**TASK DESCRIPTION**
Write out the entries exactly, pictures excluded.
Start of WORKING DATA
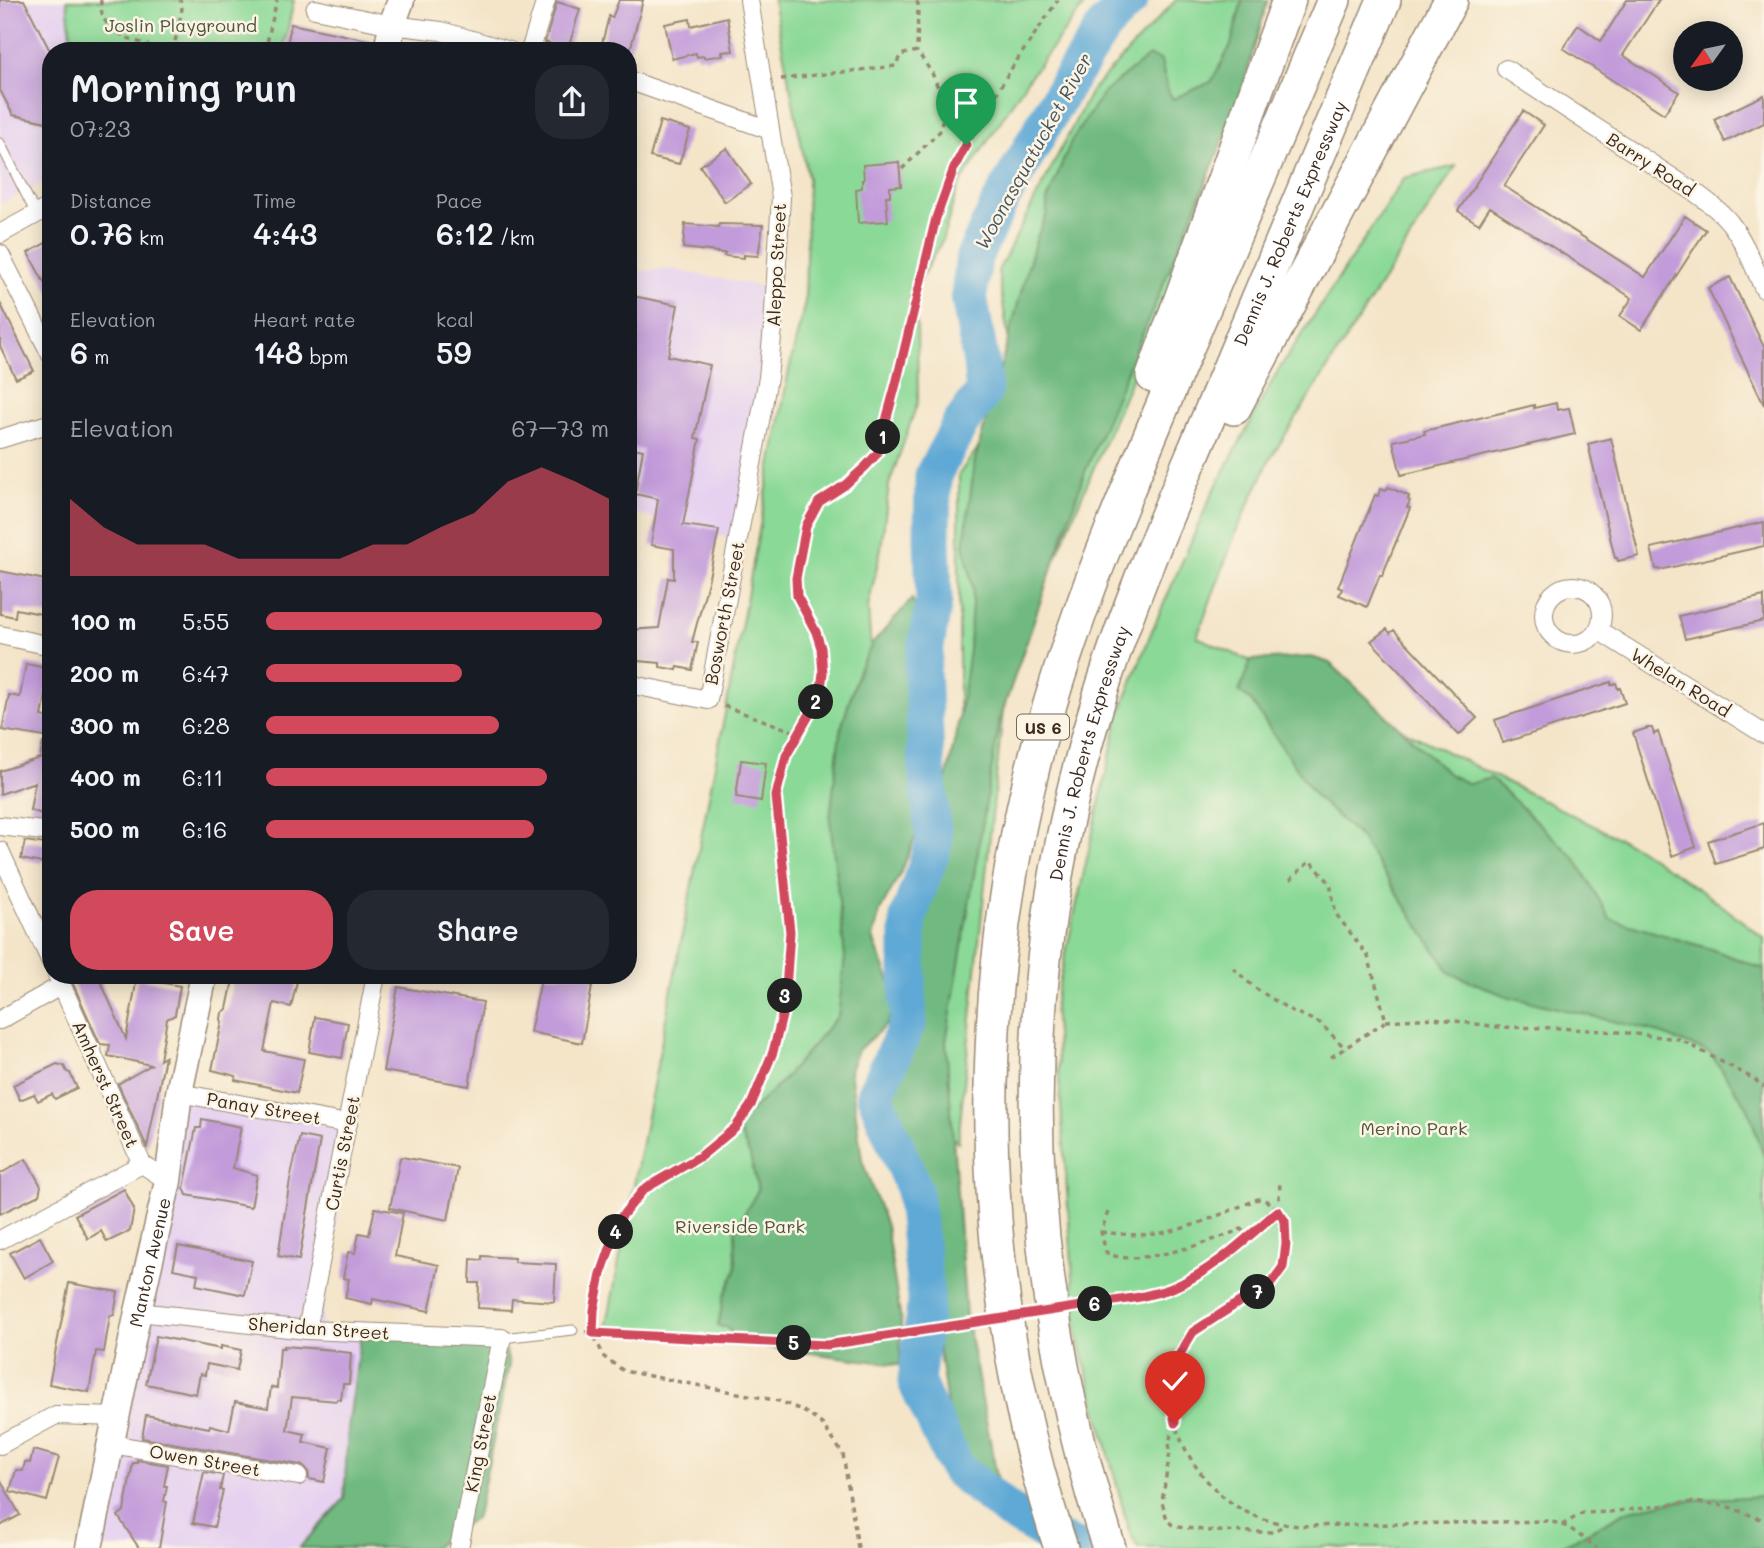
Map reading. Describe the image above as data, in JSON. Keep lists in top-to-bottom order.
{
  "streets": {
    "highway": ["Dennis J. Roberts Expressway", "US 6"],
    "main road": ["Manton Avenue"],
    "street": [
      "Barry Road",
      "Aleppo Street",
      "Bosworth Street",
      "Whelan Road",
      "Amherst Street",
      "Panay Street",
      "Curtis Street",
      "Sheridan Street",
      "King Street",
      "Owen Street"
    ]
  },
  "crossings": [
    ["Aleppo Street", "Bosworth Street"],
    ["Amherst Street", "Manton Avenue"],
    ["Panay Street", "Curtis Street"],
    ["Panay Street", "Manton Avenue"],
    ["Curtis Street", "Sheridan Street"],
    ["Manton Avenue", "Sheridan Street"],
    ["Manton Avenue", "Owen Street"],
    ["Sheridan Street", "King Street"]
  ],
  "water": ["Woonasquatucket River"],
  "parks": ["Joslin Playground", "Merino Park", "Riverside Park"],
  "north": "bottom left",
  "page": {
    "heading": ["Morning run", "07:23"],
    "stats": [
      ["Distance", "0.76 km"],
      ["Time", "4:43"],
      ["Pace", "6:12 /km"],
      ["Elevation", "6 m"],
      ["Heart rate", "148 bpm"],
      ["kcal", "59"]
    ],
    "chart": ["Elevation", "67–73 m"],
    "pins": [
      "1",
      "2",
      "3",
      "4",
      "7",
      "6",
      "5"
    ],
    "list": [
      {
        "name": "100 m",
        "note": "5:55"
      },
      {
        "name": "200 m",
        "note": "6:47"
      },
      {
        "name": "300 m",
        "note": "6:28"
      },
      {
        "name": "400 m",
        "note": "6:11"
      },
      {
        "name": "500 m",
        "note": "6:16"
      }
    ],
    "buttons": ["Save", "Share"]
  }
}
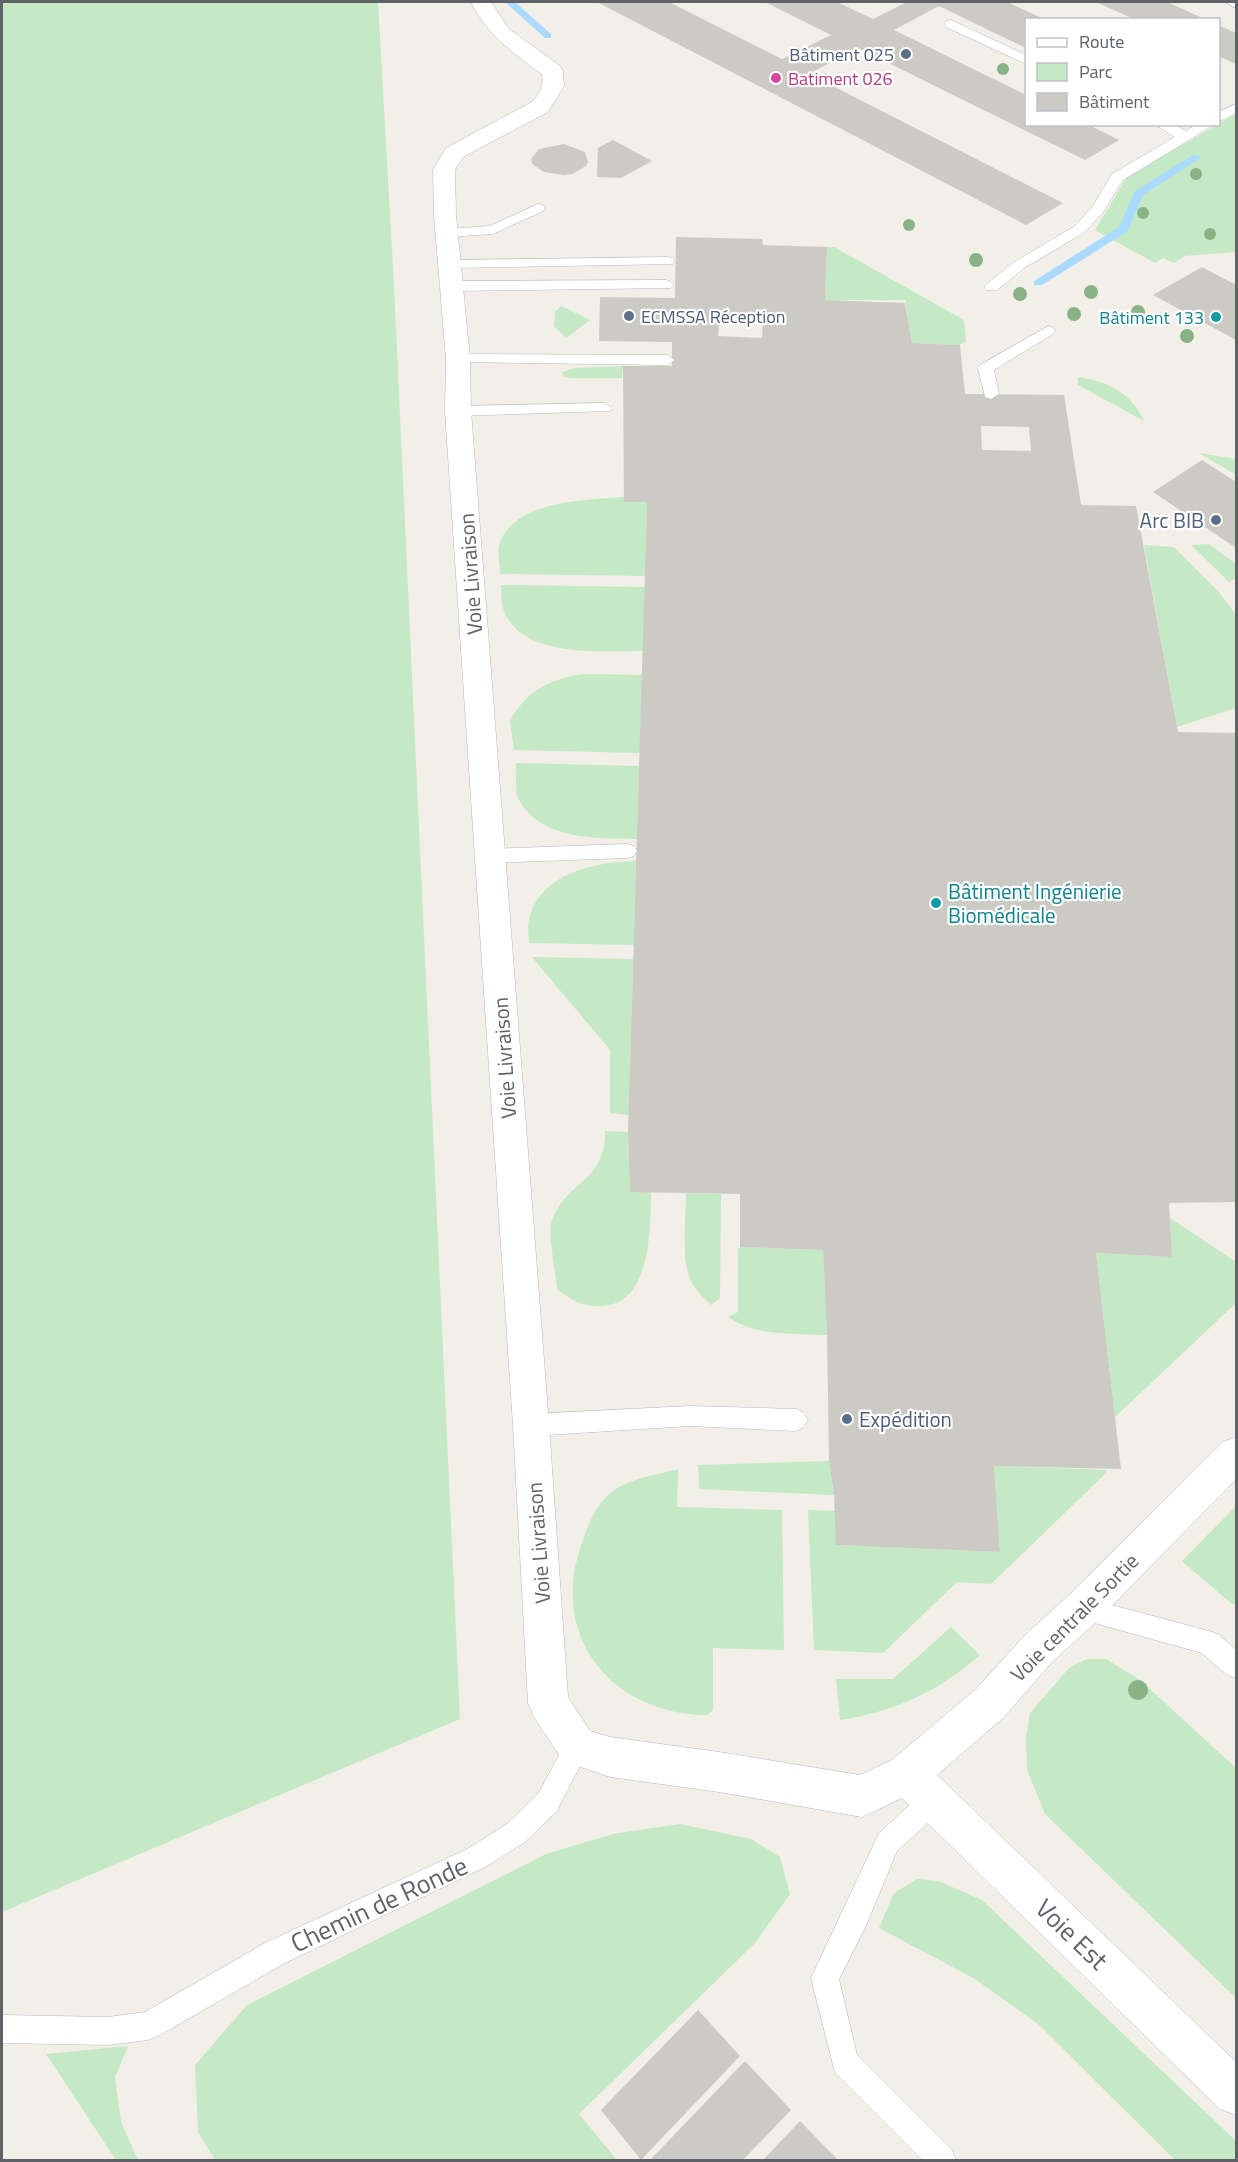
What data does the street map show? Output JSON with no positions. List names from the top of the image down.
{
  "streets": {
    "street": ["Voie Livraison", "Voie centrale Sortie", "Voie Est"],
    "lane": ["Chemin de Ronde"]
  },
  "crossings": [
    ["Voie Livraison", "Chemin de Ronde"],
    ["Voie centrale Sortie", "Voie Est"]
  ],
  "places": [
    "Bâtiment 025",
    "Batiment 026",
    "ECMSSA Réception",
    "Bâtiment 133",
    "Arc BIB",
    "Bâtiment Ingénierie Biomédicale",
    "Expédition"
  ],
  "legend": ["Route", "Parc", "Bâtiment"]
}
End of WORKING DATA
**TASK ANSWER**
Map reading. Describe the image above as data, in JSON. Keep lists in top-to-bottom order.
{
  "streets": {
    "highway": ["Dennis J. Roberts Expressway", "US 6"],
    "main road": ["Manton Avenue"],
    "street": [
      "Barry Road",
      "Aleppo Street",
      "Bosworth Street",
      "Whelan Road",
      "Amherst Street",
      "Panay Street",
      "Curtis Street",
      "Sheridan Street",
      "King Street",
      "Owen Street"
    ]
  },
  "crossings": [
    ["Aleppo Street", "Bosworth Street"],
    ["Amherst Street", "Manton Avenue"],
    ["Panay Street", "Curtis Street"],
    ["Panay Street", "Manton Avenue"],
    ["Curtis Street", "Sheridan Street"],
    ["Manton Avenue", "Sheridan Street"],
    ["Manton Avenue", "Owen Street"],
    ["Sheridan Street", "King Street"]
  ],
  "water": ["Woonasquatucket River"],
  "parks": ["Joslin Playground", "Merino Park", "Riverside Park"],
  "north": "bottom left",
  "page": {
    "heading": ["Morning run", "07:23"],
    "stats": [
      ["Distance", "0.76 km"],
      ["Time", "4:43"],
      ["Pace", "6:12 /km"],
      ["Elevation", "6 m"],
      ["Heart rate", "148 bpm"],
      ["kcal", "59"]
    ],
    "chart": ["Elevation", "67–73 m"],
    "pins": [
      "1",
      "2",
      "3",
      "4",
      "7",
      "6",
      "5"
    ],
    "list": [
      {
        "name": "100 m",
        "note": "5:55"
      },
      {
        "name": "200 m",
        "note": "6:47"
      },
      {
        "name": "300 m",
        "note": "6:28"
      },
      {
        "name": "400 m",
        "note": "6:11"
      },
      {
        "name": "500 m",
        "note": "6:16"
      }
    ],
    "buttons": ["Save", "Share"]
  }
}
What data does the street map show? Output JSON with no positions. List names from the top of the image down.
{
  "streets": {
    "street": ["Voie Livraison", "Voie centrale Sortie", "Voie Est"],
    "lane": ["Chemin de Ronde"]
  },
  "crossings": [
    ["Voie Livraison", "Chemin de Ronde"],
    ["Voie centrale Sortie", "Voie Est"]
  ],
  "places": [
    "Bâtiment 025",
    "Batiment 026",
    "ECMSSA Réception",
    "Bâtiment 133",
    "Arc BIB",
    "Bâtiment Ingénierie Biomédicale",
    "Expédition"
  ],
  "legend": ["Route", "Parc", "Bâtiment"]
}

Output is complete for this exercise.